▶ [BRIEF] The expected output is exactly the lines below, starting at the line with "dot.arc(x, y, r, 0, 2 * Math.PI);" and ending at the line with "trace(box, '#0c1008', 2);", both included; no other line belongs in it.
======== EXCERPTED DATA
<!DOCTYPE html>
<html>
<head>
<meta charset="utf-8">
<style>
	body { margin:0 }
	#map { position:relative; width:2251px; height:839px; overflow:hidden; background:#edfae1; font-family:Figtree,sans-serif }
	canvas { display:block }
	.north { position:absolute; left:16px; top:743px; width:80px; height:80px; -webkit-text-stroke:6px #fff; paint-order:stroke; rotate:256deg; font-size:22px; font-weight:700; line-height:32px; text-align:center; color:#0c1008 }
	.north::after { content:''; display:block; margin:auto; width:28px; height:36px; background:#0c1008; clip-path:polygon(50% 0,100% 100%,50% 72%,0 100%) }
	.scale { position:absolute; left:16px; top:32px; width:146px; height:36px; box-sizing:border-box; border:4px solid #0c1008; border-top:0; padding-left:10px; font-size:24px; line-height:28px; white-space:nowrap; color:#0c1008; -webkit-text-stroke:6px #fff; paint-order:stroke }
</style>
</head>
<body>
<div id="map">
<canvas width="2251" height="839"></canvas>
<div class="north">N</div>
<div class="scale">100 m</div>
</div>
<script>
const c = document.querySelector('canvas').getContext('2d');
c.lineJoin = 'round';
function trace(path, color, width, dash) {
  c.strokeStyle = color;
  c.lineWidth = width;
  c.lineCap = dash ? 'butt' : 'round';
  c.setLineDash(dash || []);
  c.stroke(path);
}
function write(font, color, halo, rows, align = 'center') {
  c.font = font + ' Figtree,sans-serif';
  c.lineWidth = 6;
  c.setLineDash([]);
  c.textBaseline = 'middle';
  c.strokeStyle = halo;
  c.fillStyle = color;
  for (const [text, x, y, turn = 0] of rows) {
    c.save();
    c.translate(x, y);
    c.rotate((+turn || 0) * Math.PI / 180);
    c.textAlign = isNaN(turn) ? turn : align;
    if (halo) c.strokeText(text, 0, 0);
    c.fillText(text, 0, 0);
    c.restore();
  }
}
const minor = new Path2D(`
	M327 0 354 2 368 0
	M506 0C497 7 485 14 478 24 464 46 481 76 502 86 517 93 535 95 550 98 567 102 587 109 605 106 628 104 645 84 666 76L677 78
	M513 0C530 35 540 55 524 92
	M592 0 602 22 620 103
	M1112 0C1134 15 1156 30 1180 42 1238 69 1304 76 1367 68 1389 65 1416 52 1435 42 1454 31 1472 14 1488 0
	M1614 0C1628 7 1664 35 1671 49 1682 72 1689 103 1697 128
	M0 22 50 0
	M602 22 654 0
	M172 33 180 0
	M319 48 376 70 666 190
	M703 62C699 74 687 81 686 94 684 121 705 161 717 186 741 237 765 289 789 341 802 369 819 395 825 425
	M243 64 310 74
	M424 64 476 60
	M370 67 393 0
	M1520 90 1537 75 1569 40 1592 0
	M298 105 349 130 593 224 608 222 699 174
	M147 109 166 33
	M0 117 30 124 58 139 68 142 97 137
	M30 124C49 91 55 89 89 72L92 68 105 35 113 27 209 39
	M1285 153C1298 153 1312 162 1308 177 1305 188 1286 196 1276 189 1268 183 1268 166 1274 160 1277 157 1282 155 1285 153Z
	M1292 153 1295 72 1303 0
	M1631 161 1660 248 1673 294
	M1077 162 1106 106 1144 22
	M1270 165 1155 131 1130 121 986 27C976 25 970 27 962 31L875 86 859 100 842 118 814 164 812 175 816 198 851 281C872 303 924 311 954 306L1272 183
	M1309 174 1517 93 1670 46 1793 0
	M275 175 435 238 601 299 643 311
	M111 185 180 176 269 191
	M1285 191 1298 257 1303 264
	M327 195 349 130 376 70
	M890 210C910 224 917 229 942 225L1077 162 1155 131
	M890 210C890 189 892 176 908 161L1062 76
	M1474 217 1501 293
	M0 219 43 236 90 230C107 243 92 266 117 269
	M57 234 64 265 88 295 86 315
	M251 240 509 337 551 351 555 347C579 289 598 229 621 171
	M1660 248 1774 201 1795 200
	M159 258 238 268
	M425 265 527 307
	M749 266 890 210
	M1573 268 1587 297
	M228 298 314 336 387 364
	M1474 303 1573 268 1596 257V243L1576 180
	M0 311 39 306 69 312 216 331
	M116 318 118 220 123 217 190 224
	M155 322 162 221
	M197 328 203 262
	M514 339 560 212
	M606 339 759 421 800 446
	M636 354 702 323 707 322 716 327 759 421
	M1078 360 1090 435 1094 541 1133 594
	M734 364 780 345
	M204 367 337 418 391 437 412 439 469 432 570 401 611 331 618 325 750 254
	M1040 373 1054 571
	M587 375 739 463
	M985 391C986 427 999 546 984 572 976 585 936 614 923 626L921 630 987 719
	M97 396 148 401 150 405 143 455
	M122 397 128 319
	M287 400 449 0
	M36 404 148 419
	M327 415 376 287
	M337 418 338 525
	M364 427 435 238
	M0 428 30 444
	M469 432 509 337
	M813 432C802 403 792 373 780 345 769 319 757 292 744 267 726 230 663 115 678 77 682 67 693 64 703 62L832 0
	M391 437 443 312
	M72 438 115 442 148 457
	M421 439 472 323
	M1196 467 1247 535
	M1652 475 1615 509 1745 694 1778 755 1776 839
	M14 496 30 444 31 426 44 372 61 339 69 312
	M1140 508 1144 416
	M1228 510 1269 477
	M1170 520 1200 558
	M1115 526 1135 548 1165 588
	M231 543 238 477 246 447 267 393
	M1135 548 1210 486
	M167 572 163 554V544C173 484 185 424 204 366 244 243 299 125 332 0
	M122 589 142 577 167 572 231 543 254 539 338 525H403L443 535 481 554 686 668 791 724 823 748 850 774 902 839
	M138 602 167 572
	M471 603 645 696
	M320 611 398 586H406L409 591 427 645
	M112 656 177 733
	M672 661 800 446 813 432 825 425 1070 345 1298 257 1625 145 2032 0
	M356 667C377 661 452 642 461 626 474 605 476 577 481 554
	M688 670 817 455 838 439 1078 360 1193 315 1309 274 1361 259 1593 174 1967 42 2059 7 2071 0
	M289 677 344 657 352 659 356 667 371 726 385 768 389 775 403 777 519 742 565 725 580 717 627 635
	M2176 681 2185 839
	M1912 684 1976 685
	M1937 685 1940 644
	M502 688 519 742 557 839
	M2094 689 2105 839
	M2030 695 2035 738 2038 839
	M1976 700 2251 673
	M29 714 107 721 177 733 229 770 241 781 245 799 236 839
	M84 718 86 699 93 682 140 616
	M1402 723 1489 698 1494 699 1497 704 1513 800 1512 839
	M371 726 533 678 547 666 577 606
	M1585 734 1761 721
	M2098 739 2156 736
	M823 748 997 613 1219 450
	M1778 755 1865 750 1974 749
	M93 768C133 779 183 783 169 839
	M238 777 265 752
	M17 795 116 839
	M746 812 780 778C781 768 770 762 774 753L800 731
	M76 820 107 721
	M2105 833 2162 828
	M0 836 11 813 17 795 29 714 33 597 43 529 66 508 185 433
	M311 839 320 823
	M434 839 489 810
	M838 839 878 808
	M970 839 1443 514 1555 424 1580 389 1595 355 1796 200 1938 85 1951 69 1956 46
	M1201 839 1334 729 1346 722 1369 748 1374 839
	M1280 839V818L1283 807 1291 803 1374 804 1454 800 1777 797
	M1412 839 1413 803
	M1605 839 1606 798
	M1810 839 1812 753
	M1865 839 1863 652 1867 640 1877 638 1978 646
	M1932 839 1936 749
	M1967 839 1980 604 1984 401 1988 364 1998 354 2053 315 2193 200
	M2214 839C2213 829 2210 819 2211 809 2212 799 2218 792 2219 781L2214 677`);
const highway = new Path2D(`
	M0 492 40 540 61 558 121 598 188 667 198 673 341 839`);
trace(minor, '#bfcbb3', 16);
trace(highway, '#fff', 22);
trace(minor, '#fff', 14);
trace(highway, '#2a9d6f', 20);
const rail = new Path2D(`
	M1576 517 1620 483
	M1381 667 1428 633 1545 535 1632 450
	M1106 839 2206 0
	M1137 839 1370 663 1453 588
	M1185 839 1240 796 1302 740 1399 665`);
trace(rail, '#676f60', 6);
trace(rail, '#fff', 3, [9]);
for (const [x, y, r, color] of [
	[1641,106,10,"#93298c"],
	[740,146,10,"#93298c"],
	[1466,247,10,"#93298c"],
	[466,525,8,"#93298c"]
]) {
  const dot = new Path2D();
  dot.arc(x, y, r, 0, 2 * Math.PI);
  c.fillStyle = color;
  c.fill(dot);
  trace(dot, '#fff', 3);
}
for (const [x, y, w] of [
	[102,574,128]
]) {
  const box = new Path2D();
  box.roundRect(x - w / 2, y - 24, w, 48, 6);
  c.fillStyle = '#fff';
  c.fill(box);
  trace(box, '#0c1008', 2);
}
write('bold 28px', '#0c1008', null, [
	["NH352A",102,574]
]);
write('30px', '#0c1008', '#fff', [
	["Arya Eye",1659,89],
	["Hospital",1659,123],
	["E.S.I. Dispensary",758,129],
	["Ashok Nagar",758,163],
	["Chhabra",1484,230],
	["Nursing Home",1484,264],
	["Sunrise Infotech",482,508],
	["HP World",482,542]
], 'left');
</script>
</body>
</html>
================
▶ [TASK OUTPUT]
  dot.arc(x, y, r, 0, 2 * Math.PI);
  c.fillStyle = color;
  c.fill(dot);
  trace(dot, '#fff', 3);
}
for (const [x, y, w] of [
	[102,574,128]
]) {
  const box = new Path2D();
  box.roundRect(x - w / 2, y - 24, w, 48, 6);
  c.fillStyle = '#fff';
  c.fill(box);
  trace(box, '#0c1008', 2);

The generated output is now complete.